Retype the whole of the data exactly.

──────

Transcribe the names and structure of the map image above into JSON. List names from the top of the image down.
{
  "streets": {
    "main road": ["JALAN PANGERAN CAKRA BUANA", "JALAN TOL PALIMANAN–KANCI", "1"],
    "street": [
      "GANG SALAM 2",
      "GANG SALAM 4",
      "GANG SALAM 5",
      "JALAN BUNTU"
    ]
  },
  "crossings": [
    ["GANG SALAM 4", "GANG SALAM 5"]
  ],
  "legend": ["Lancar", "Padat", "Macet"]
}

──────

→ **Completed task**
Transcribe the names and structure of the map image above into JSON. List names from the top of the image down.
{
  "streets": {
    "main road": ["JALAN PANGERAN CAKRA BUANA", "JALAN TOL PALIMANAN–KANCI", "1"],
    "street": [
      "GANG SALAM 2",
      "GANG SALAM 4",
      "GANG SALAM 5",
      "JALAN BUNTU"
    ]
  },
  "crossings": [
    ["GANG SALAM 4", "GANG SALAM 5"]
  ],
  "legend": ["Lancar", "Padat", "Macet"]
}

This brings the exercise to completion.